The Exchange went to a lot of trouble to avoid the tricky issues regarding futures trading in China that would have brought censure from the authorities. It did its best to deter private punters. The size of the contract was upped from the originally planned 300 grams to 1,000 grams – a hefty 32.15 ounces. They may have been overcautious in this; the measures were too effective.
The Chinese regulators are now relenting. A notice has just been published in the China Banking Regulatory Commission website loosening controls on futures trading. From now the nation’s commercial banks (and hence their millions of customers) will be allowed access to gold futures on the domestic market.

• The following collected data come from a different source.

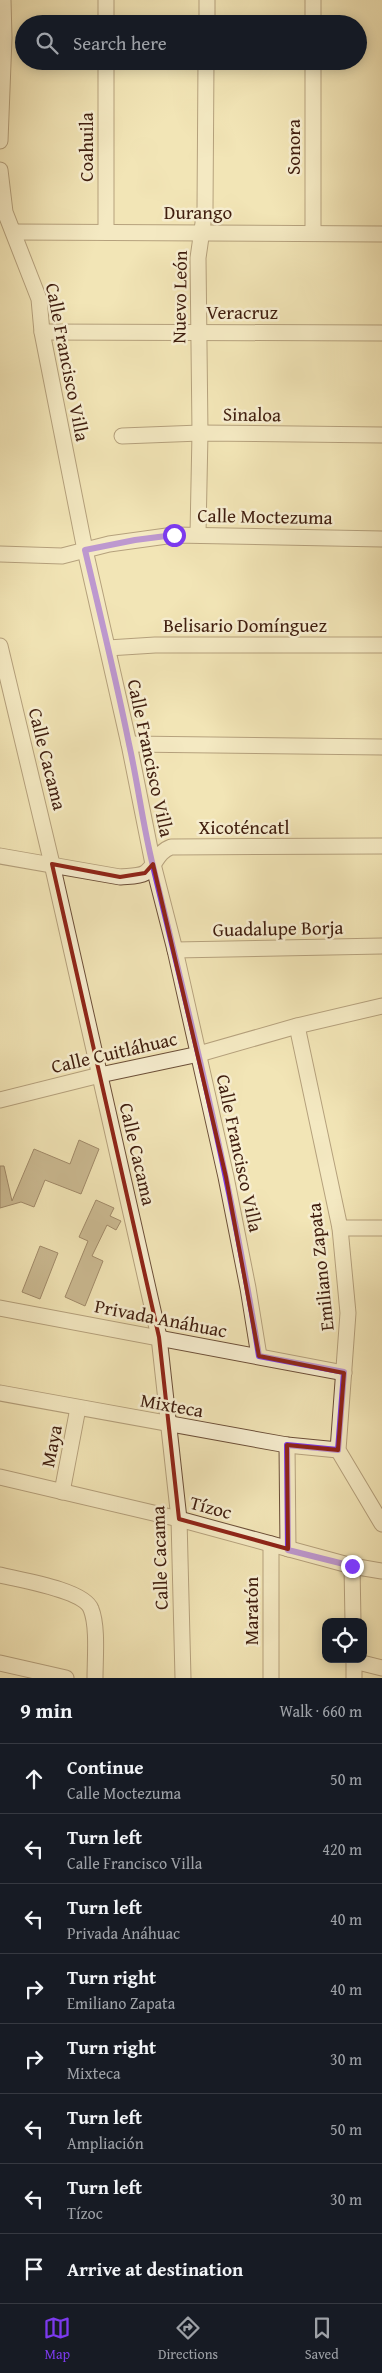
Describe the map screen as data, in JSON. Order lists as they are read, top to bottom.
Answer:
{
  "streets": {
    "street": [
      "Coahuila",
      "Sonora",
      "Durango",
      "Nuevo León",
      "Veracruz",
      "Calle Francisco Villa",
      "Sinaloa",
      "Calle Moctezuma",
      "Belisario Domínguez",
      "Calle Cacama",
      "Xicoténcatl",
      "Guadalupe Borja",
      "Calle Cuitláhuac",
      "Emiliano Zapata",
      "Privada Anáhuac",
      "Mixteca",
      "Maya",
      "Tízoc",
      "Maratón"
    ]
  },
  "crossings": [
    ["Coahuila", "Durango"],
    ["Sonora", "Durango"],
    ["Durango", "Nuevo León"],
    ["Durango", "Calle Francisco Villa"],
    ["Nuevo León", "Veracruz"],
    ["Nuevo León", "Sinaloa"],
    ["Nuevo León", "Calle Moctezuma"],
    ["Veracruz", "Calle Francisco Villa"],
    ["Calle Francisco Villa", "Calle Moctezuma"],
    ["Calle Francisco Villa", "Belisario Domínguez"],
    ["Calle Francisco Villa", "Xicoténcatl"],
    ["Calle Francisco Villa", "Guadalupe Borja"],
    ["Calle Francisco Villa", "Calle Cuitláhuac"],
    ["Calle Francisco Villa", "Privada Anáhuac"],
    ["Calle Cacama", "Xicoténcatl"],
    ["Calle Cacama", "Calle Cuitláhuac"],
    ["Calle Cacama", "Privada Anáhuac"],
    ["Calle Cacama", "Mixteca"],
    ["Calle Cacama", "Tízoc"],
    ["Calle Cuitláhuac", "Emiliano Zapata"],
    ["Emiliano Zapata", "Privada Anáhuac"],
    ["Emiliano Zapata", "Mixteca"],
    ["Mixteca", "Maya"],
    ["Maya", "Tízoc"],
    ["Tízoc", "Maratón"]
  ],
  "page": {
    "search": "Search here",
    "heading": ["9 min", "Walk · 660 m"],
    "list": [
      ["Continue", "Calle Moctezuma", "50 m"],
      ["Turn left", "Calle Francisco Villa", "420 m"],
      ["Turn left", "Privada Anáhuac", "40 m"],
      ["Turn right", "Emiliano Zapata", "40 m"],
      ["Turn right", "Mixteca", "30 m"],
      ["Turn left", "Ampliación", "50 m"],
      ["Turn left", "Tízoc", "30 m"],
      "Arrive at destination"
    ],
    "nav": ["Map", "Directions", "Saved"]
  }
}
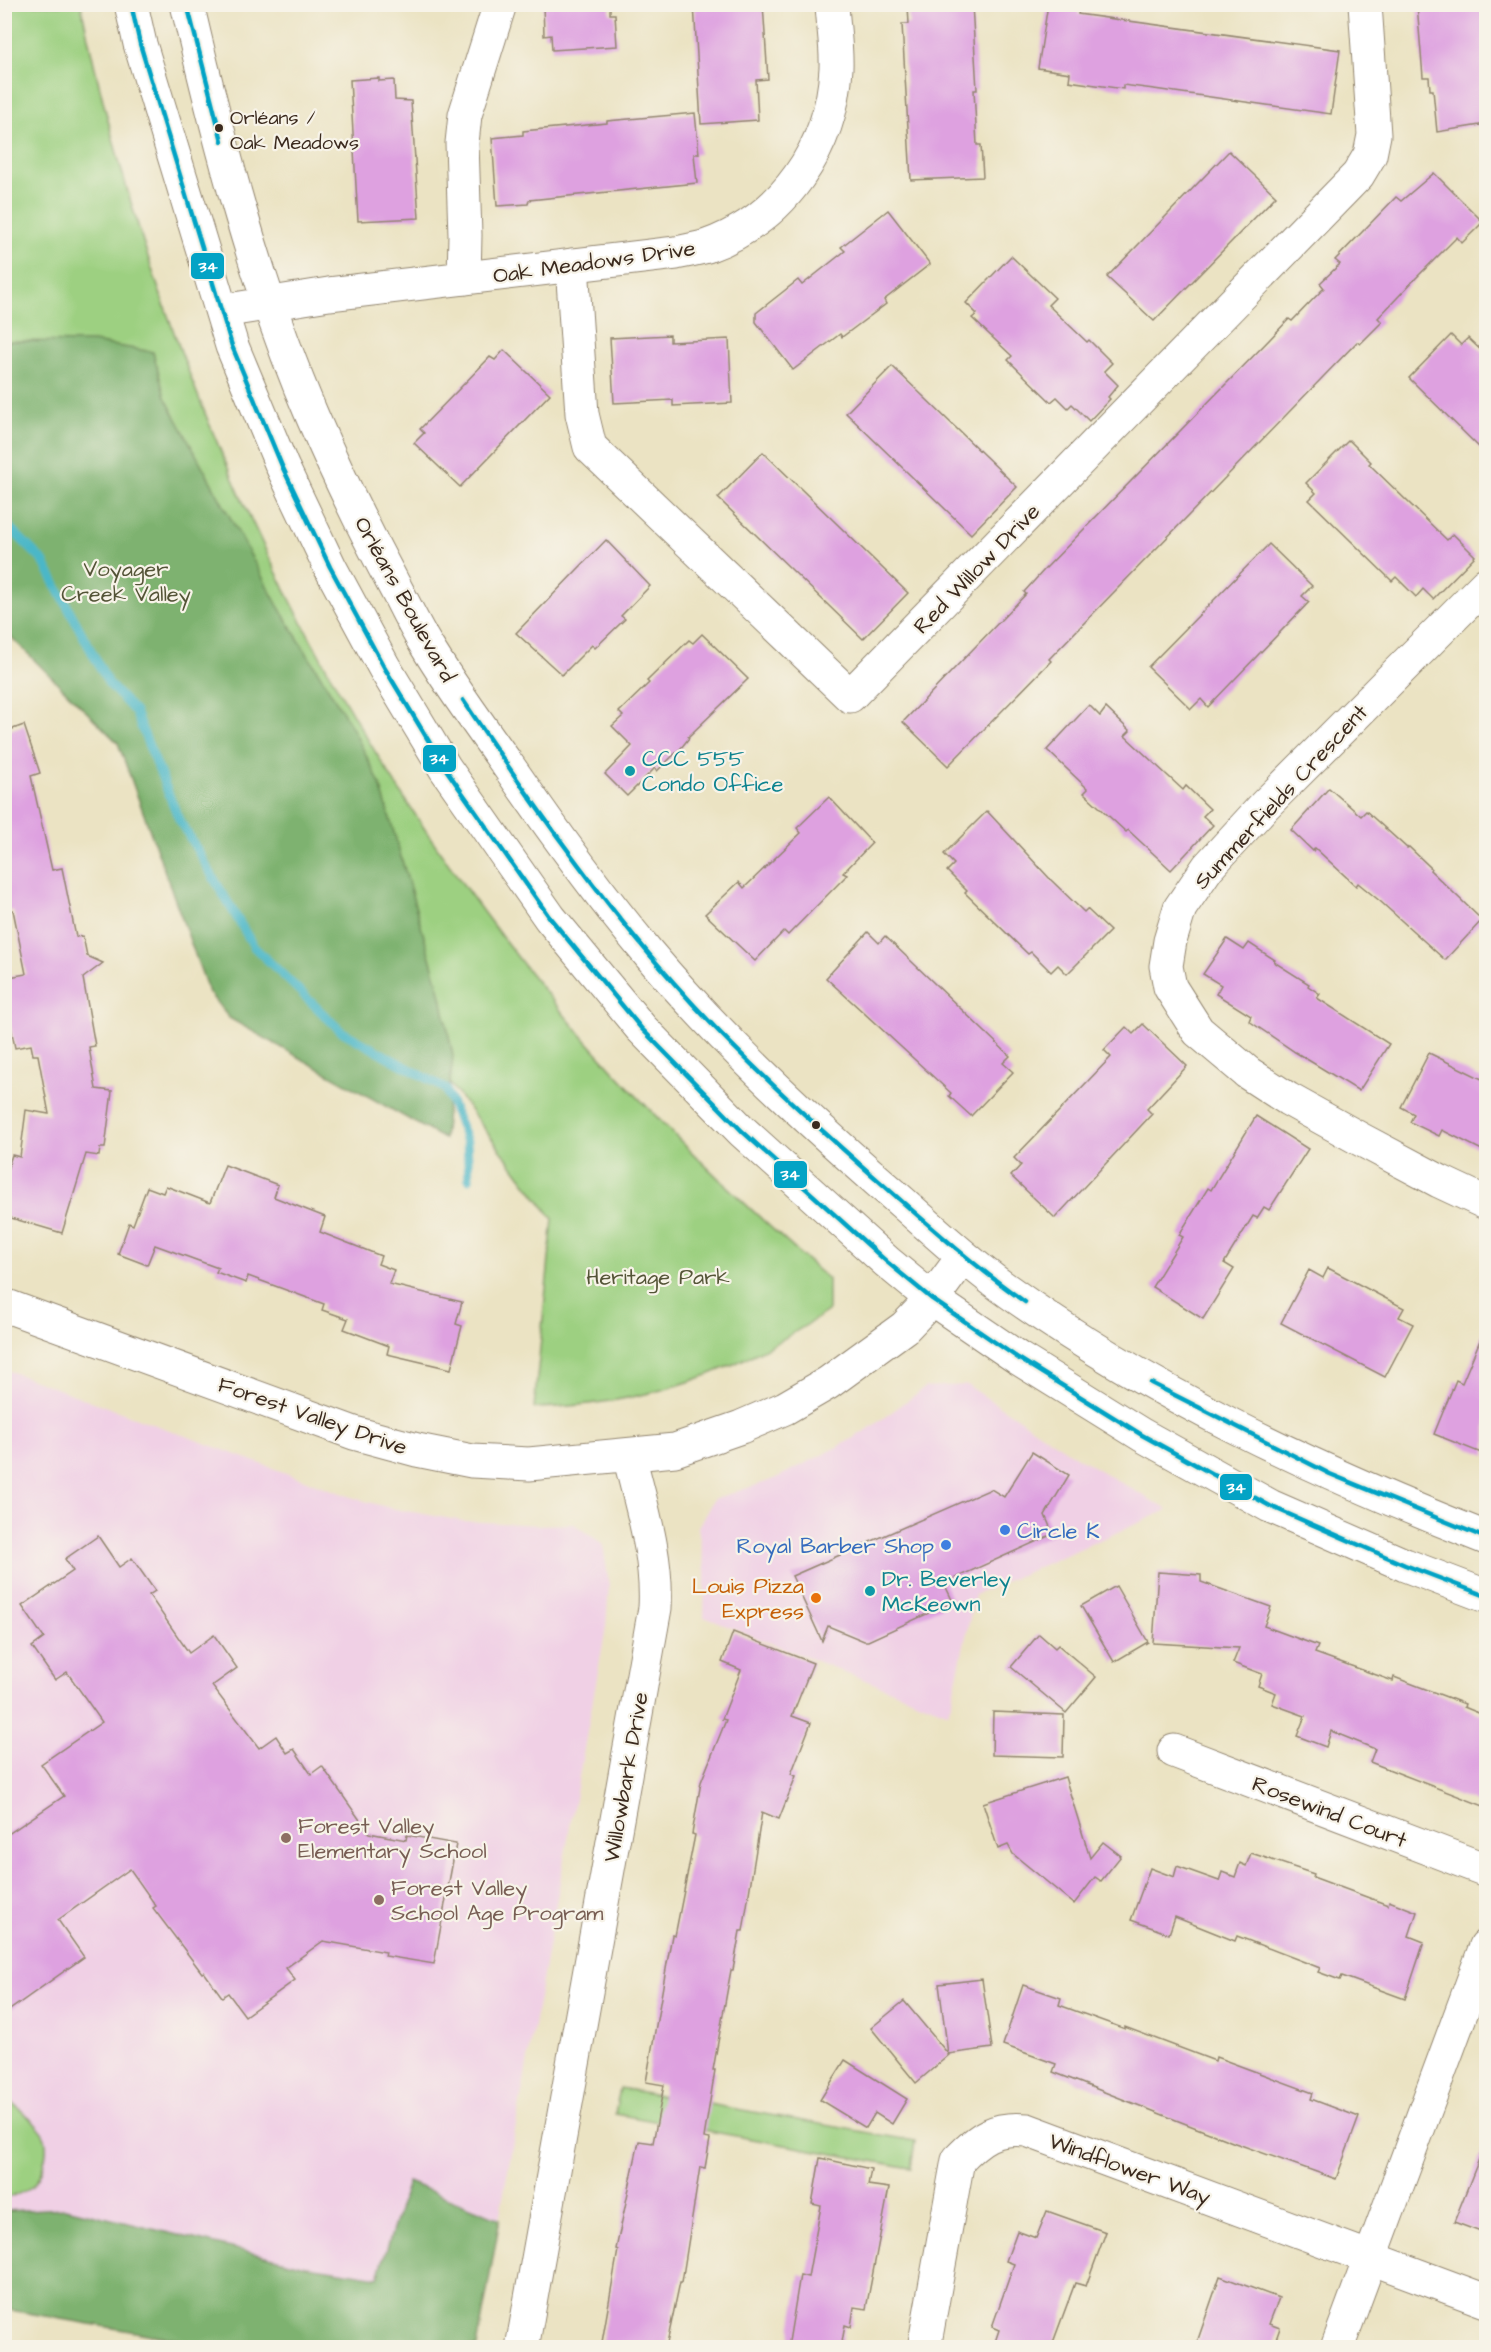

More details are promised soon.
This is also seen as a move to help the Chinese banks improve their profitability and compete against overseas banks. The Chinese Central Bank has obviously noticed the profits generated from futures by banks abroad. Non-interest income can account for up to 80% of bank revenues, while Chinese banks make much of their money from the margins between interest rates on deposits and loans.
Commercial banks now interested
China’s commercial banks are huge. As a story in the official state news agency, Xinhua, says, they can certainly provide more liquidity and stability to Shanghai’s gold futures. It quotes an expert at Beijing Technology and Business University, Hu Yuyue, as saying it was “great news for the gold futures market, which is not operating that well.”
Meanwhile, physical gold trading is booming. The Shanghai Gold Exchange has two major new international members – Standard Chartered and HSBC. Even without them, business has been brisk on the back of local punters.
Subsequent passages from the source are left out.